Oops! Three Ashcroft polls are wrong – and Clegg is the loser

Lord Ashcroft forced to apologise: Ed Miliband gets a break – he’s actually miles ahead in Doncaster

Columnist Don Brind

Three highly significant polls carried out in the constituencies being fought by Ed Miliband, Nick Clegg and Nigel Farage turn out to be based on bad data. 

Corrections issued yesterday by Lord Ashcroft, who commissoned the polls in mid-November, are good news for Miliband and Farage – they’re both doing much better than originally suggested - but bad news for Clegg, who really does face the possibility of losing his seat.

An embarrassed Ashcroft wrote: “Earlier this week, it came to light that a poll I published last November in Sheffield Hallam included a mistake in the data. Concerned that this may not have been an isolated incident, I reviewed two other polls I commissioned from the same company at the same time. As I feared, the mistakes had been repeated.”

The polls have now been corrected, said Ashcroft, and here’s the upshot:

Sheffield Hallam: Nick Clegg was originally given a three-point lead over the Labour candidate: the polling should have put him three points behind (Lab 30%, Lib Dems 27%, Con 19%, Ukip 13%, Greens 10%). This is significant, because it makes the Ashcroft result a little closer to last week’s polling in Sheffield Hallam by Survation, which showed Labour ahead and which Clegg dismissed as “utter bilge”. 

Thanet South: In the Kent seat where Ukip leader Nigel Farage is standing, Ashcroft’s polling showed him trailing the Conservative candidate by five points: it should have shown a much tighter race, with Farage only a single point behind the Tory in a three-way marginal (Con 33%, Ukip 32%, Lab 26%, Lib Dems 4%, Greens 3%). 

Doncaster North: Ed Miliband was given only a 12-point lead over his Ukip challenger (a weak position given his huge majority in 2010): Miliband should have been given a safe-as-houses 30-point lead over Ukip (Lab 55%, Ukip 25%, Con 13%, Lib Dems 4%, Greens 2%).

Apologising for the errors, Ashcroft, who employs a number of different polling firms to conduct his surveys, explained that all three polls were carried out by the same firm. He won’t name them - but he won’t use them again, either.

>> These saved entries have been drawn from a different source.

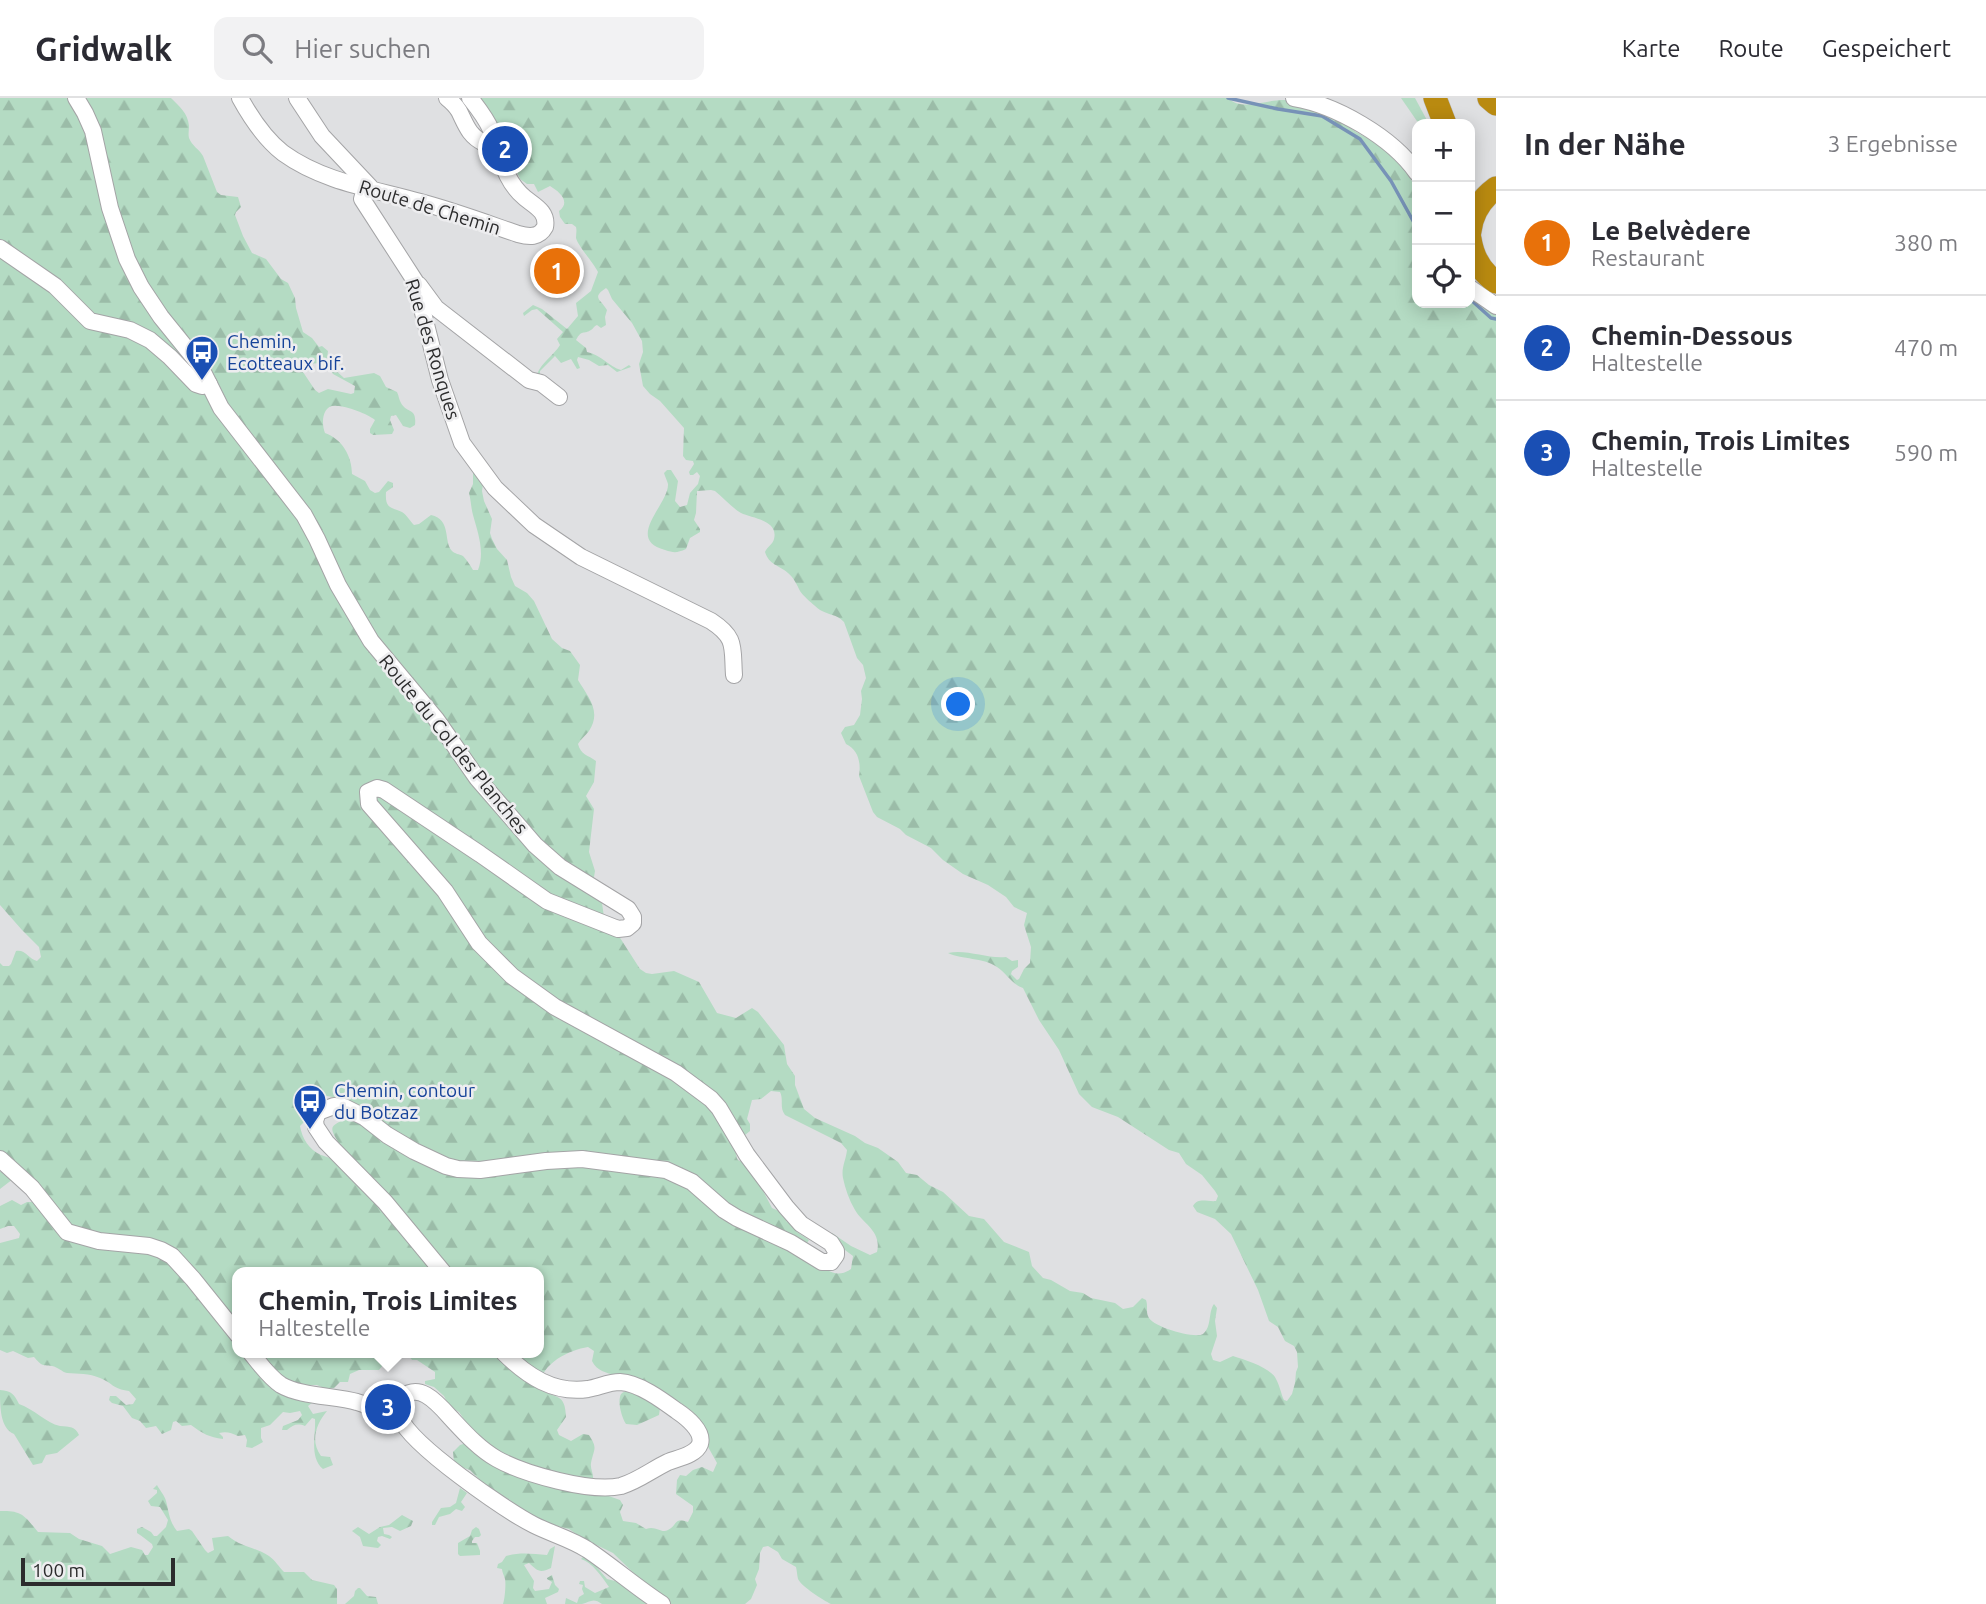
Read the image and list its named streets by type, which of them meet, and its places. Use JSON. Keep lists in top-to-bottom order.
{
  "streets": {
    "street": ["Route de Chemin", "Rue des Ronques", "Route du Col des Planches"]
  },
  "crossings": [
    ["Route de Chemin", "Rue des Ronques"]
  ],
  "places": {
    "bus stop": ["Chemin, Ecotteaux bif.", "Chemin, contour du Botzaz"]
  },
  "scale_bar": "100 m",
  "page": {
    "header": "Gridwalk",
    "search": "Hier suchen",
    "nav": ["Karte", "Route", "Gespeichert"],
    "heading": ["In der Nähe", "3 Ergebnisse"],
    "map_buttons": ["+", "−"],
    "pins": ["2", "1", "3"],
    "list": [
      {
        "mark": "1",
        "name": "Le Belvèdere",
        "note": "Restaurant",
        "value": "380 m"
      },
      {
        "mark": "2",
        "name": "Chemin-Dessous",
        "note": "Haltestelle",
        "value": "470 m"
      },
      {
        "mark": "3",
        "name": "Chemin, Trois Limites",
        "note": "Haltestelle",
        "value": "590 m"
      }
    ],
    "popup": ["Chemin, Trois Limites", "Haltestelle"],
    "scale": "100 m"
  }
}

Ashcroft's embarrassment is evident. He fears that the mistakes will cast doubt on his other 100-or-so polls, the most recent being a batch of 18 constituency polls from Scotland showing the SNP likely to wipe out both Labour and the Lib Dems north of the border.  

So, should he be worried that we will no longer trust any of his polls? I don’t think so. 

All but the most curmudgeonly among politicians, pundits and poll-watchers recognise that the £2 million or so he is estimated to have spent on his marginal constituency polls has added greatly to the public understanding of the political process. 

Also, all the data from his polls is in the public domain – unlike the welter of private polling commissioned by the major parties – and is subject to "peer review" by other pollsters and forecasters. 

The fact that he is taking the trouble to re-examine his results, and that he quickly confessed to these mistakes will, I think, ensure that most observers forgive him.